Richard S. Pinner and Richard J. Sampson
Classroom Research and Complexity Perspectives
This plenary talk will focus on the ways that practitioner inquiries are uniquely positioned to provide valuable insights into the complexity of additional language learning. After an introduction to complexity perspectives, the majority of the talk will offer concrete examples of the presenters’ inquiries through action research, exploratory practice, and autoethnography, and how complexity informed or added to the understandings emergent from teaching and research.
Richard S. Pinner is an Associate Professor in the Department of English Literature at Sophia University. He holds an MA in Applied Linguistics and ELT from King’s College London and a PhD from The University of Warwick. He is the author of three books, as well as several articles, which have appeared in international journals such as Language Teaching Research and TESOL Quarterly. His research focuses on the dynamic relationship between authenticity and motivation in language teaching and learning.

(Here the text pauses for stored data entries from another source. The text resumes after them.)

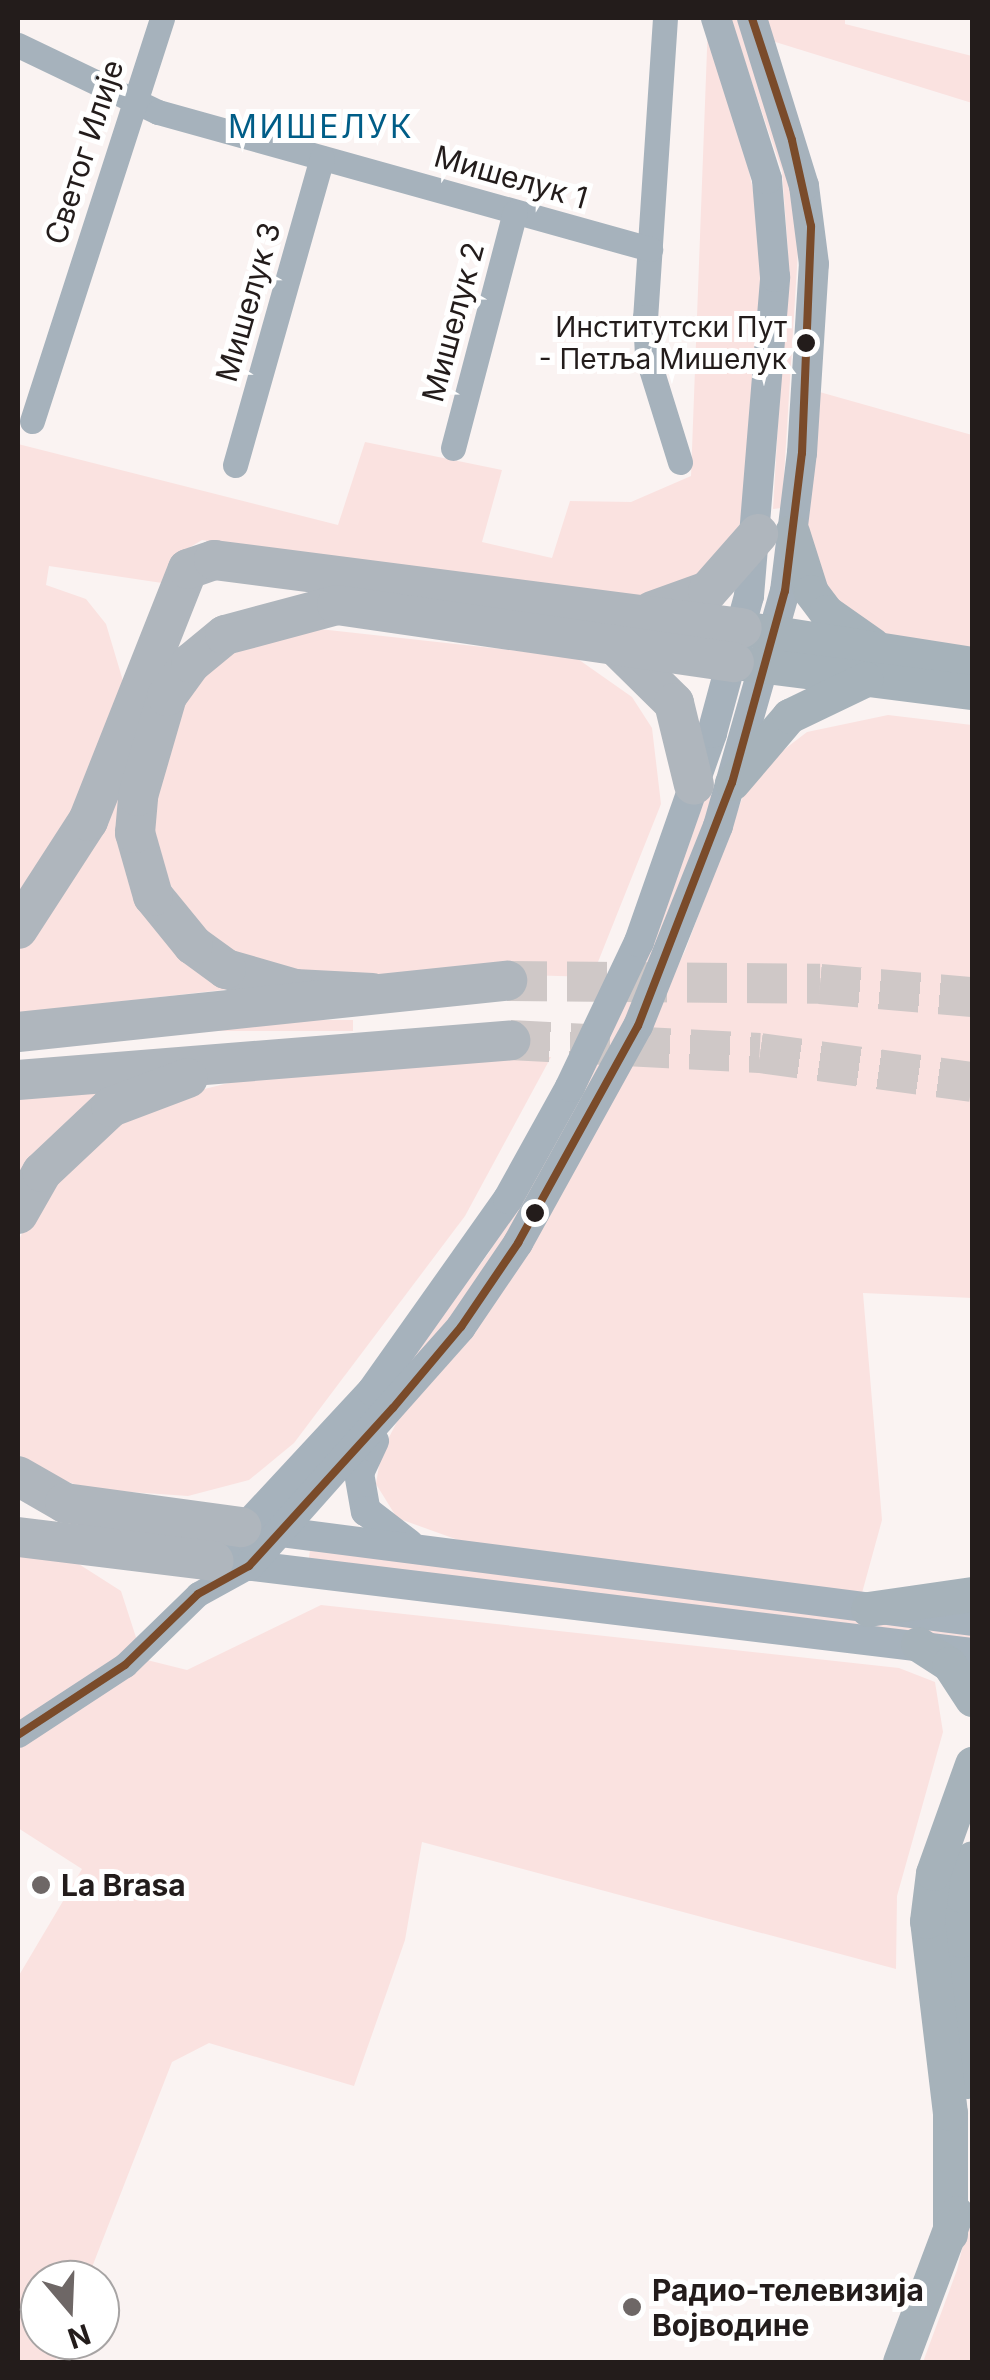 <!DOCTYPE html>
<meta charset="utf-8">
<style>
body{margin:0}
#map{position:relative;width:990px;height:2380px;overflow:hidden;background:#faf3f2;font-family:Inter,sans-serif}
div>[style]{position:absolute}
.green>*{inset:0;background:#fae2e0;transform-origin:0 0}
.trunk-tunnel>*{height:40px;margin-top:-20px;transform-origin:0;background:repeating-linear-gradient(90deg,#cfc8c7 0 40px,transparent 0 60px)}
.minor>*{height:25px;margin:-12.5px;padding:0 12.5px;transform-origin:12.5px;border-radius:12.5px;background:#a6b2bc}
.tertiary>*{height:30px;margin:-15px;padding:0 15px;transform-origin:15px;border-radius:15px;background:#a6b2bc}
.secondary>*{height:35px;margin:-17.5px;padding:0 17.5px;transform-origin:17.5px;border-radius:17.5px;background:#a6b2ba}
.trunk>*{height:40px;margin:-20px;padding:0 20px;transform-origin:20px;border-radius:20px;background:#afb6bd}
.bus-1>*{height:8px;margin:-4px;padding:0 4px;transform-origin:4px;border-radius:4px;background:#7a4b2a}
.dots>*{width:28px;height:28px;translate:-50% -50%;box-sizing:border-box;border:5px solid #fff;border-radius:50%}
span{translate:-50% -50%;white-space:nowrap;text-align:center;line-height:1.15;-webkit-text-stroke:10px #fff;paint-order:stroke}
.bus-label{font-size:28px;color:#231c1b}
.right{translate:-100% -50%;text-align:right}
.street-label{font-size:30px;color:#231c1b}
.poi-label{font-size:30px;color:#231c1b;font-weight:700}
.left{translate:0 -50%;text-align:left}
.neighbourhood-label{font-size:32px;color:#005d87;letter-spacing:2.5px}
.frame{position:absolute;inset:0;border:20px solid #231c1b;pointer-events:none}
.north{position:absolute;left:20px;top:2260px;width:100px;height:100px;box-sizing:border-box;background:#fff;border:2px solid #a7a4a4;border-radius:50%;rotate:161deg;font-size:28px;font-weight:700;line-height:40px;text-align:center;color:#231c1b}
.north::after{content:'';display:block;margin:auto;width:35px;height:45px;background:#6e6766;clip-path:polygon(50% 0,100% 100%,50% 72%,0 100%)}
</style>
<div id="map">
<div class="green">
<i style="clip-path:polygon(730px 18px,740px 18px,789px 170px,798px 251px,782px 508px,773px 509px,788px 251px,782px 171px)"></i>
<i style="clip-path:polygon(759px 18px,845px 18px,845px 24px,972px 56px,972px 103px,769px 40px)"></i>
<i style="clip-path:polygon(708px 23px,745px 151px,763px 240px,752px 450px,738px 536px,704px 576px,646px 606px,202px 540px,182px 552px,162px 583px,49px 566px,46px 585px,86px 599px,106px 624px,126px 691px,100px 760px,18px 910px,18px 444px,338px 525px,365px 442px,502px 470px,482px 542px,552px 558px,570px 501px,631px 502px,691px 476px)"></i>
<i style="clip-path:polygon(816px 391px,972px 435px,972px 656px,900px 647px,831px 610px,799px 531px)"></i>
<i style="clip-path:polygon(301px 627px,575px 657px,632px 697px,652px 728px,661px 804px,592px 977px,495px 974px,373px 982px,227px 960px,149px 857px,145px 835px,175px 701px,229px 644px)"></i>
<i style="clip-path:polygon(888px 715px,972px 725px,972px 1298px,863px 1293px,882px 1520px,862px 1593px,472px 1545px,397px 1518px,376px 1484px,381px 1453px,406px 1404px,613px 1094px,685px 951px,743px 796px,764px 765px,807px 732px)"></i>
<i style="clip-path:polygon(113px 787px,126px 787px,125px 855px,231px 989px,18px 1013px,18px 950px,31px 937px)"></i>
<i style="clip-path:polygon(706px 793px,715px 796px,657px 950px,579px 1118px,495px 1258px,397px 1389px,391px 1384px,488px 1254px,572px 1114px,650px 948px)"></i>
<i style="left:353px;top:1020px;width:11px;height:337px;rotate:90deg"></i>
<i style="clip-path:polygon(551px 1057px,465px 1216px,294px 1443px,249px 1480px,188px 1496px,87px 1489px,37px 1470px,18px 1454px,18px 1242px,36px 1203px,118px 1121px,180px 1095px,277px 1071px)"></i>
<i style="clip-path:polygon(129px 1087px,18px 1183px,18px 1097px)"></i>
<i style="left:310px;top:1550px;width:667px;height:11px;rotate:7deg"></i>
<i style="clip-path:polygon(18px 1554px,74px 1561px,121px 1591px,143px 1659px,187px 1670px,321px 1605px,899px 1668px,935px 1682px,943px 1732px,897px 1896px,896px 1969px,422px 1842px,405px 1940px,354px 2086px,209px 2043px,172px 2062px,87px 2280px,40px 2280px,40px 2340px,64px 2340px,55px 2362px,18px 2362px,18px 1977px,82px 1869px,18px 1828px)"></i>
<i style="clip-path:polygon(972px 2207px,972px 2362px,923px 2362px,957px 2270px)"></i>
</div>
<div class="trunk-tunnel">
<i style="left:507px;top:981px;width:313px;rotate:0.5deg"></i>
<i style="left:820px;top:984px;width:153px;rotate:4.9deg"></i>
<i style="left:510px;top:1040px;width:250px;rotate:3deg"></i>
<i style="left:760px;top:1053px;width:214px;rotate:7.8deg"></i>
</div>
<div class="minor">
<i style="left:665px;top:18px;width:300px;rotate:93.8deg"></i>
<i style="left:645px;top:317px;width:39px;rotate:87deg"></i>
<i style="left:647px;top:356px;width:111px;rotate:72.7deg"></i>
<i style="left:18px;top:45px;width:155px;rotate:25.6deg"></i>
<i style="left:158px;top:112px;width:511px;rotate:15.56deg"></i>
<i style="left:32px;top:421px;width:423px;rotate:-72.1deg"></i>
<i style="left:453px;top:448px;width:244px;rotate:-75.3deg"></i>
<i style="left:235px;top:465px;width:319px;rotate:-74.2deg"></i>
<i style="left:18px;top:1735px;width:128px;rotate:-33.2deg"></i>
<i style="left:125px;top:1665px;width:102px;rotate:-44.2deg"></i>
<i style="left:198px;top:1594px;width:58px;rotate:-28.8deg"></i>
</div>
<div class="tertiary">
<i style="left:374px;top:1441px;width:35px;rotate:115deg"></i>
<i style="left:359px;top:1473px;width:39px;rotate:80deg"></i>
<i style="left:366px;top:1511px;width:54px;rotate:37.5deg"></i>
<i style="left:266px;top:1530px;width:712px;rotate:7.34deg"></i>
<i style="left:214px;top:1561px;width:232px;rotate:-47.1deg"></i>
<i style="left:372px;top:1391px;width:235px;rotate:-54.7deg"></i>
<i style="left:508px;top:1199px;width:128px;rotate:-61deg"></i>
<i style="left:570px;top:1087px;width:161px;rotate:-64.6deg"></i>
<i style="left:639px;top:942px;width:221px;rotate:-70.7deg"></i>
<i style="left:712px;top:733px;width:142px;rotate:-74.9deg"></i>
<i style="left:749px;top:596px;width:320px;rotate:-85.3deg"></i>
<i style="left:775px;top:277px;width:98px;rotate:-94.7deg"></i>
<i style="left:767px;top:179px;width:169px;rotate:-107.6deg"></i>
<i style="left:237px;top:1564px;width:740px;rotate:6.9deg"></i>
<i style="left:249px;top:1566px;width:319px;rotate:-48.4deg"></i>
<i style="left:461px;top:1327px;width:102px;rotate:-55.8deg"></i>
<i style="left:518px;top:1243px;width:248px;rotate:-61.1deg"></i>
<i style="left:638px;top:1026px;width:215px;rotate:-68.2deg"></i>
<i style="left:718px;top:826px;width:244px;rotate:-74.1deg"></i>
<i style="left:785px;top:591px;width:139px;rotate:-83deg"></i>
<i style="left:802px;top:453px;width:189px;rotate:-86.4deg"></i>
<i style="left:814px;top:264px;width:79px;rotate:-97.3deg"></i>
<i style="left:804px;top:186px;width:176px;rotate:-107.2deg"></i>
</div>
<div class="secondary">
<i style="left:792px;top:532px;width:63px;rotate:72.4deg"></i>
<i style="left:811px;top:592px;width:25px;rotate:53deg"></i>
<i style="left:826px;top:612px;width:57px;rotate:35.1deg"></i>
<i style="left:742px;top:628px;width:233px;rotate:8.9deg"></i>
<i style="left:734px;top:662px;width:240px;rotate:7.2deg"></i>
<i style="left:732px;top:783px;width:88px;rotate:-49.6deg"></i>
<i style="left:789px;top:716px;width:85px;rotate:-25.7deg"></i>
<i style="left:868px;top:1609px;width:105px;rotate:-8.2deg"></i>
<i style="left:918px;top:1644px;width:37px;rotate:33deg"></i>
<i style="left:949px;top:1664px;width:42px;rotate:56.7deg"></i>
<i style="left:967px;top:2081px;width:141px;rotate:-92.4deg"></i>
<i style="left:961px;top:1940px;width:45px;rotate:-88.7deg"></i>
<i style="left:962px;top:1895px;width:38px;rotate:-75deg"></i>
<i style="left:950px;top:2234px;width:121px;rotate:-90deg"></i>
<i style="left:950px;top:2113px;width:193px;rotate:-96.8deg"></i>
<i style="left:927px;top:1921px;width:48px;rotate:-82.9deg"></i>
<i style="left:933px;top:1873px;width:116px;rotate:-70.3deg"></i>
<i style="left:900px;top:2362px;width:159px;rotate:-69.4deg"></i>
</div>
<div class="trunk">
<i style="left:652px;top:611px;width:59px;rotate:-19.7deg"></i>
<i style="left:708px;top:591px;width:76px;rotate:-48.7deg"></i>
<i style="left:614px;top:644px;width:84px;rotate:44.5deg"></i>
<i style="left:674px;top:703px;width:84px;rotate:76.3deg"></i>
<i style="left:18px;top:929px;width:129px;rotate:-57.1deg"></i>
<i style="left:88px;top:821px;width:271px;rotate:-68.4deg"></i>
<i style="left:188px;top:569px;width:28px;rotate:-19deg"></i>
<i style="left:214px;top:560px;width:532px;rotate:7.34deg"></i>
<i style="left:372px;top:993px;width:77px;rotate:-177deg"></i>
<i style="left:295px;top:989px;width:72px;rotate:-163.8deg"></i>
<i style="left:226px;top:969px;width:41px;rotate:-144deg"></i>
<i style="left:193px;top:945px;width:63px;rotate:-129.2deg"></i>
<i style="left:153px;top:896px;width:66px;rotate:-105.9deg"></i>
<i style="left:135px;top:833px;width:37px;rotate:-85deg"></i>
<i style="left:138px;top:796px;width:104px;rotate:-73.8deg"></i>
<i style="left:167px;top:696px;width:41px;rotate:-54deg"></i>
<i style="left:191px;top:663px;width:44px;rotate:-39.5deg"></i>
<i style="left:225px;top:635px;width:116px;rotate:-15deg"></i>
<i style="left:337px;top:605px;width:401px;rotate:8.2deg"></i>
<i style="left:18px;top:1032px;width:492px;rotate:-6deg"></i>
<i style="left:18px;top:1080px;width:494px;rotate:-4.6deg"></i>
<i style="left:18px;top:1214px;width:48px;rotate:-60.3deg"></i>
<i style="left:42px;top:1172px;width:95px;rotate:-43.3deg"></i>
<i style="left:111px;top:1107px;width:82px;rotate:-20.6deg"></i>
<i style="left:18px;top:1476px;width:54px;rotate:29.9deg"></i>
<i style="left:65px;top:1503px;width:178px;rotate:7.8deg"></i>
<i style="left:18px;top:1537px;width:197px;rotate:7deg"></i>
</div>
<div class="bus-1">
<i style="left:18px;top:1735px;width:128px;rotate:-33.2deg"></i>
<i style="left:125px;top:1665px;width:102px;rotate:-44.2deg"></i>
<i style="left:198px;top:1594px;width:58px;rotate:-28.8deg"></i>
<i style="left:249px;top:1566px;width:214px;rotate:-47.7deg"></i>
<i style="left:393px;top:1408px;width:106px;rotate:-50deg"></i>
<i style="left:461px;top:1327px;width:102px;rotate:-55.8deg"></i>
<i style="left:518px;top:1243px;width:248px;rotate:-61.1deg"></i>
<i style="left:638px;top:1026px;width:261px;rotate:-68.9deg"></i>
<i style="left:732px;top:783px;width:199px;rotate:-74.6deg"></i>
<i style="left:785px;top:591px;width:139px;rotate:-83deg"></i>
<i style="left:802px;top:453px;width:227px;rotate:-87.7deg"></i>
<i style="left:811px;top:226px;width:88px;rotate:-102.5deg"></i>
<i style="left:792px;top:140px;width:128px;rotate:-108.2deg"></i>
</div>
<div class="dots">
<i style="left:806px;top:343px;background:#231c1b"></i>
<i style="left:535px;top:1213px;background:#231c1b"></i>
<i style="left:41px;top:1885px;background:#6e6766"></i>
<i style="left:632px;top:2307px;background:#6e6766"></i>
</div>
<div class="bus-label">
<span class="right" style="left:787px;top:343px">Институтски Пут<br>- Петља Мишелук</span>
</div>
<div class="street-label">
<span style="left:84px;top:152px;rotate:-72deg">Светог Илије</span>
<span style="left:511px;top:177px;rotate:16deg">Мишелук 1</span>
<span style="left:248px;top:302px;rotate:-74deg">Мишелук 3</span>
<span style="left:453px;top:322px;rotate:-75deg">Мишелук 2</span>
</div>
<div class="poi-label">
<span class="left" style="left:61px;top:1885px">La Brasa</span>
<span class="left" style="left:652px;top:2307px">Радио-телевизија<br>Војводине</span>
</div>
<div class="neighbourhood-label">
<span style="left:321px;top:127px">МИШЕЛУК</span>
</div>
<div class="frame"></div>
<div class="north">N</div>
</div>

Richard J. Sampson is an Associate Professor at Rikkyo University, Japan. He holds a Master of Applied Linguistics from the University of Southern Queensland (Australia) and a PhD from Griffith University (Australia). He is the author and co-editor (with Richard Pinner) of two books dealing with complexity perspectives on additional language learning, and author of numerous research articles published in international journals. He uses action research approaches with his own classes to give voice to the complex, situated experience of language learner psychology and sociality.